### THE PROBLEM
Lines with "green" in the entries below: count them and reply with the number alone.

### THE RECORDS
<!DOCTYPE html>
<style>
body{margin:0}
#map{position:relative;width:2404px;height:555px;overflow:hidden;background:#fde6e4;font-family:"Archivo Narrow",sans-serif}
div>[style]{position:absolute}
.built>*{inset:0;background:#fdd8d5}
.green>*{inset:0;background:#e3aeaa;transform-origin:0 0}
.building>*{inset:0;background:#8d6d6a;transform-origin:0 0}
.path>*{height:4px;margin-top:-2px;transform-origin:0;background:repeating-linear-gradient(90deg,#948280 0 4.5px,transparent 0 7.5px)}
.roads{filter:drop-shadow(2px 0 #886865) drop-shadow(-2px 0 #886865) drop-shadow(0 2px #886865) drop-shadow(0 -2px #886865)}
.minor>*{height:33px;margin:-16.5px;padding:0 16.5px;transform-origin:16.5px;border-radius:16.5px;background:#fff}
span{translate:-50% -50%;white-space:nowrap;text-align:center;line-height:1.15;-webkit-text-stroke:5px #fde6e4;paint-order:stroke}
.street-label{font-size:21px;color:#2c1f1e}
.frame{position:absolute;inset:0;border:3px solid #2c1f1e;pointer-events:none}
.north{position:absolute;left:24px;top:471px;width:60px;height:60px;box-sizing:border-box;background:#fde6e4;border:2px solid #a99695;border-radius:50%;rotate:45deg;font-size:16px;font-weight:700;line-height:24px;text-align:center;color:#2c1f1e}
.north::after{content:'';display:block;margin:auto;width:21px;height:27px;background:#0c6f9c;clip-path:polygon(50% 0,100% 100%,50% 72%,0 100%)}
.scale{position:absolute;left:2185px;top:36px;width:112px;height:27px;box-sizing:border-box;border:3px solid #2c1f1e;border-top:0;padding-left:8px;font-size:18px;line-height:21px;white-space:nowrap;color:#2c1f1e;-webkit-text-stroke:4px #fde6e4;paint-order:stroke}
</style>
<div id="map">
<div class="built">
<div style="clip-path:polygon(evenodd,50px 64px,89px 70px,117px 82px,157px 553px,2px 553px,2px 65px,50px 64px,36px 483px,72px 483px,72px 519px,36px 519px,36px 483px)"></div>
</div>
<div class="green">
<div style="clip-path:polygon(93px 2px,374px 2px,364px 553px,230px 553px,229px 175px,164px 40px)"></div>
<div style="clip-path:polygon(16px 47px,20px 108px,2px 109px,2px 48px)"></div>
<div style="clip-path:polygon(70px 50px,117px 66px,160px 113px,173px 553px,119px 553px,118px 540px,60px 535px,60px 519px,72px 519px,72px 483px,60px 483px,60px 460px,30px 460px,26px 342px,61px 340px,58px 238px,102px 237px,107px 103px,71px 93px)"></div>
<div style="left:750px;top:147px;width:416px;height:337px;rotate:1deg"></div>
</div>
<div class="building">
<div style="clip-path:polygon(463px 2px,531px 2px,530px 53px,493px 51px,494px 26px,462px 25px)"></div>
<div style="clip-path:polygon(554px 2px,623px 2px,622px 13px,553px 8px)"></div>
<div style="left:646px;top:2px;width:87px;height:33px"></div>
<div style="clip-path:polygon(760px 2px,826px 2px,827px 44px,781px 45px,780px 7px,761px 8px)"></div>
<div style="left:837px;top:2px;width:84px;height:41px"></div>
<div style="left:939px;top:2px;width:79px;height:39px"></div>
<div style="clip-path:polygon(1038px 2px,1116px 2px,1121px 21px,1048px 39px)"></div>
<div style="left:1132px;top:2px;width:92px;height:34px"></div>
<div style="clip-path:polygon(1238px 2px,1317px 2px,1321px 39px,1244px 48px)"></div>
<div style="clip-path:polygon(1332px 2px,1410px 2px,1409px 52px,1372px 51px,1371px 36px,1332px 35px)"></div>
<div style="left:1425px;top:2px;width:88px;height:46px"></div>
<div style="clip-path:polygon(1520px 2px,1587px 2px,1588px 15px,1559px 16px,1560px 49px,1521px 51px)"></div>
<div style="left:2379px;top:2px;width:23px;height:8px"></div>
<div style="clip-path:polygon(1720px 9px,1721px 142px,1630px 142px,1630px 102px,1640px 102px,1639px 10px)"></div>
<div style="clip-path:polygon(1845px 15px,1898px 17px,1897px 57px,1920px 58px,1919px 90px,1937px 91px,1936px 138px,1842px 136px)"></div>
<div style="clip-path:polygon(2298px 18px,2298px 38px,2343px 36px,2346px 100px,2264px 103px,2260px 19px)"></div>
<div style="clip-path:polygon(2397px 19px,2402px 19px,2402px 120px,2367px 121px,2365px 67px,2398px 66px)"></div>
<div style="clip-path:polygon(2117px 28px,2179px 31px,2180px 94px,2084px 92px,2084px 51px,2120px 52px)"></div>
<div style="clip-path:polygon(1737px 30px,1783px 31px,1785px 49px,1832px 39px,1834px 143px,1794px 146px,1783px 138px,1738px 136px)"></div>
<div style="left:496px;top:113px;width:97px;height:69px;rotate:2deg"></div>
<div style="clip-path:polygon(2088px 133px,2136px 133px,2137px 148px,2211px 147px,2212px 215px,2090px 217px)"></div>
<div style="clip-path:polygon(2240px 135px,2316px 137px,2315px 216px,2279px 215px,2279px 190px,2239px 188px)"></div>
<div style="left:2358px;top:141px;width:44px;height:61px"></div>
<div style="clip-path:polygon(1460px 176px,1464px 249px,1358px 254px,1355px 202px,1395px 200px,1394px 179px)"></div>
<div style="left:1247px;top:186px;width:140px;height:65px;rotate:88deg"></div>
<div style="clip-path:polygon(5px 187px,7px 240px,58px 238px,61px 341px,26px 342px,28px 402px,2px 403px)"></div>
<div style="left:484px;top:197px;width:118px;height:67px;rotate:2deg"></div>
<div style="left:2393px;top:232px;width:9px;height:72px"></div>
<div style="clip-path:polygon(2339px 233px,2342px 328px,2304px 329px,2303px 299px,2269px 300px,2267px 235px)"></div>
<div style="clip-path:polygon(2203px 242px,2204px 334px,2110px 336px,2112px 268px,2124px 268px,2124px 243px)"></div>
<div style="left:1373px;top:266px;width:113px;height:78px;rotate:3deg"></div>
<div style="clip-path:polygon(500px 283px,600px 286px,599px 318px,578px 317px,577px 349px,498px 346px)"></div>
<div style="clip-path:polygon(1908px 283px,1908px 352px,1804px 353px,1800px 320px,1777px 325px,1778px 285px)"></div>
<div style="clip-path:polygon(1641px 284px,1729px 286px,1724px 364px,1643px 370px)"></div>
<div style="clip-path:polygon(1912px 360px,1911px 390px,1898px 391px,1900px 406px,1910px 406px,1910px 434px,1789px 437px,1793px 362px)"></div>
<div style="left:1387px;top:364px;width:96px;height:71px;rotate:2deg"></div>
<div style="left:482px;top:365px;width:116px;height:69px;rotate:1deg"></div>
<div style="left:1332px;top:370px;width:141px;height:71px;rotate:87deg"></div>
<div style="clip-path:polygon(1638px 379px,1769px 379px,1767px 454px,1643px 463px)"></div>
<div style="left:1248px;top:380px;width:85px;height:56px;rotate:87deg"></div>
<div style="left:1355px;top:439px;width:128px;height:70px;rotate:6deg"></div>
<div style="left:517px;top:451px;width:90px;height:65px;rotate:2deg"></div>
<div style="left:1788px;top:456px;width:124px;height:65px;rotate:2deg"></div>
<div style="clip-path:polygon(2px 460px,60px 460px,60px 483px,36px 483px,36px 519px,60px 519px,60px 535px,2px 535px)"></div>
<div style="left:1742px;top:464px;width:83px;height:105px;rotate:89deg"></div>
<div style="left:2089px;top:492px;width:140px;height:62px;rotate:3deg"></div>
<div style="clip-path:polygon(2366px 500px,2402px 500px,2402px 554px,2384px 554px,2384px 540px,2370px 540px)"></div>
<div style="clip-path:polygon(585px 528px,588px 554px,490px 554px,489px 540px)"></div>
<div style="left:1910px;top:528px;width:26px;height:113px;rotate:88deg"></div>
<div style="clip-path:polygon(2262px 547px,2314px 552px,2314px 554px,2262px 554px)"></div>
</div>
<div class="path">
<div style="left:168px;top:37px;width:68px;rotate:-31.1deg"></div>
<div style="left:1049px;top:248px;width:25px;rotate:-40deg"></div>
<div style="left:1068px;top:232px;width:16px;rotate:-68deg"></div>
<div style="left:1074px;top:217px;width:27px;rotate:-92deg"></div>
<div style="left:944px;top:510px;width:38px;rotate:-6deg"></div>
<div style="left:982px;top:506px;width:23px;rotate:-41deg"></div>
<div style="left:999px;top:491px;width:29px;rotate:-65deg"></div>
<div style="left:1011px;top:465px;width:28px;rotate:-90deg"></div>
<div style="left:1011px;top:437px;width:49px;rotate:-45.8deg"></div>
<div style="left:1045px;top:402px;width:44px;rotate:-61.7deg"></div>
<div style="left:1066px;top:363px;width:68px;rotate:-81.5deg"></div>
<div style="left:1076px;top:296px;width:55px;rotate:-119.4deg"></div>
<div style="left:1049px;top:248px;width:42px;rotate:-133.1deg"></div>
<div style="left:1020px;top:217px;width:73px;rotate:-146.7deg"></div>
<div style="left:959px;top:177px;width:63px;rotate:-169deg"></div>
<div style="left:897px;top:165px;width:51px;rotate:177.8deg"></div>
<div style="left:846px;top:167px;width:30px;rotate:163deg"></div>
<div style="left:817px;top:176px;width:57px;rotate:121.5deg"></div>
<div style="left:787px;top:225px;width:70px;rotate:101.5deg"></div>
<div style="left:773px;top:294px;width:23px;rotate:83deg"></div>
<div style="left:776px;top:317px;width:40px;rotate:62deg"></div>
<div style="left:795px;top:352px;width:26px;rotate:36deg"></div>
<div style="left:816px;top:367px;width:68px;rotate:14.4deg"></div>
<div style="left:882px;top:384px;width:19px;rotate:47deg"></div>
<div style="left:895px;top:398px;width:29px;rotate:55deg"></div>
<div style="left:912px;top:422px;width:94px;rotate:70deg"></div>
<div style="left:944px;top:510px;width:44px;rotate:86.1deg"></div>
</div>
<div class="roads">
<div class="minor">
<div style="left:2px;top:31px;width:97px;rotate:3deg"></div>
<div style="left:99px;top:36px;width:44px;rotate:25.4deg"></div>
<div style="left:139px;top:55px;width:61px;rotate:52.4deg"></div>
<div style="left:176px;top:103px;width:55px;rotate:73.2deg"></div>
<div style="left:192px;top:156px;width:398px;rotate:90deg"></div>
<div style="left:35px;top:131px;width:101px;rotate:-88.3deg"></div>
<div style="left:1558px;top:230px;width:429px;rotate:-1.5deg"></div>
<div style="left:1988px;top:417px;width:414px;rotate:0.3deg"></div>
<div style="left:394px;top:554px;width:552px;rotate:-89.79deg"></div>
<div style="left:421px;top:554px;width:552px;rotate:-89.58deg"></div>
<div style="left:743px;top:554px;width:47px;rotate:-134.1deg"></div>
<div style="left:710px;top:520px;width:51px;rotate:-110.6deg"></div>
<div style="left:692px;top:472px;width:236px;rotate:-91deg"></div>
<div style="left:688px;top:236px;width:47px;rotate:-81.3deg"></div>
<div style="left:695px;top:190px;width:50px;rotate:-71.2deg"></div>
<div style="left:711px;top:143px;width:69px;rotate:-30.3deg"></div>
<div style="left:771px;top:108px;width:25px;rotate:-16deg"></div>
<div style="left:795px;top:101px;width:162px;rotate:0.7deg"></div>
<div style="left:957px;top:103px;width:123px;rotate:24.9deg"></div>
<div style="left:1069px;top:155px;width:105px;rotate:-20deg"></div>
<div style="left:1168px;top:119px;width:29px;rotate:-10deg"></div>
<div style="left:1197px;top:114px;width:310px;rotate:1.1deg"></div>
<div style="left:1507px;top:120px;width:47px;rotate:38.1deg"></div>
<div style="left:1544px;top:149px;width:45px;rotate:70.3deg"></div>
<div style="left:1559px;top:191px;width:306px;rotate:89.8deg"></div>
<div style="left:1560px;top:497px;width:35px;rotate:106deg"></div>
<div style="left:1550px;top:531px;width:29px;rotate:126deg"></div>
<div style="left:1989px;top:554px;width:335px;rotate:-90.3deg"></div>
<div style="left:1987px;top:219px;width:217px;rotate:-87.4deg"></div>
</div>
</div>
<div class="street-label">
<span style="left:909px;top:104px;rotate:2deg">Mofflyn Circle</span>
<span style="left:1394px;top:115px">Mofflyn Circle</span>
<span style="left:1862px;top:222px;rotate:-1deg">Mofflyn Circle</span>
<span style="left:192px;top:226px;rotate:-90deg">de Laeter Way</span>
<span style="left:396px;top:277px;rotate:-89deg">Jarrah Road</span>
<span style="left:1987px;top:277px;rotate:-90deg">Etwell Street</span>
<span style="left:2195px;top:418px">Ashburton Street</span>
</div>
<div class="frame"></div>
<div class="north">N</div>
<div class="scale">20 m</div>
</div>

### WORKED SOLUTION
2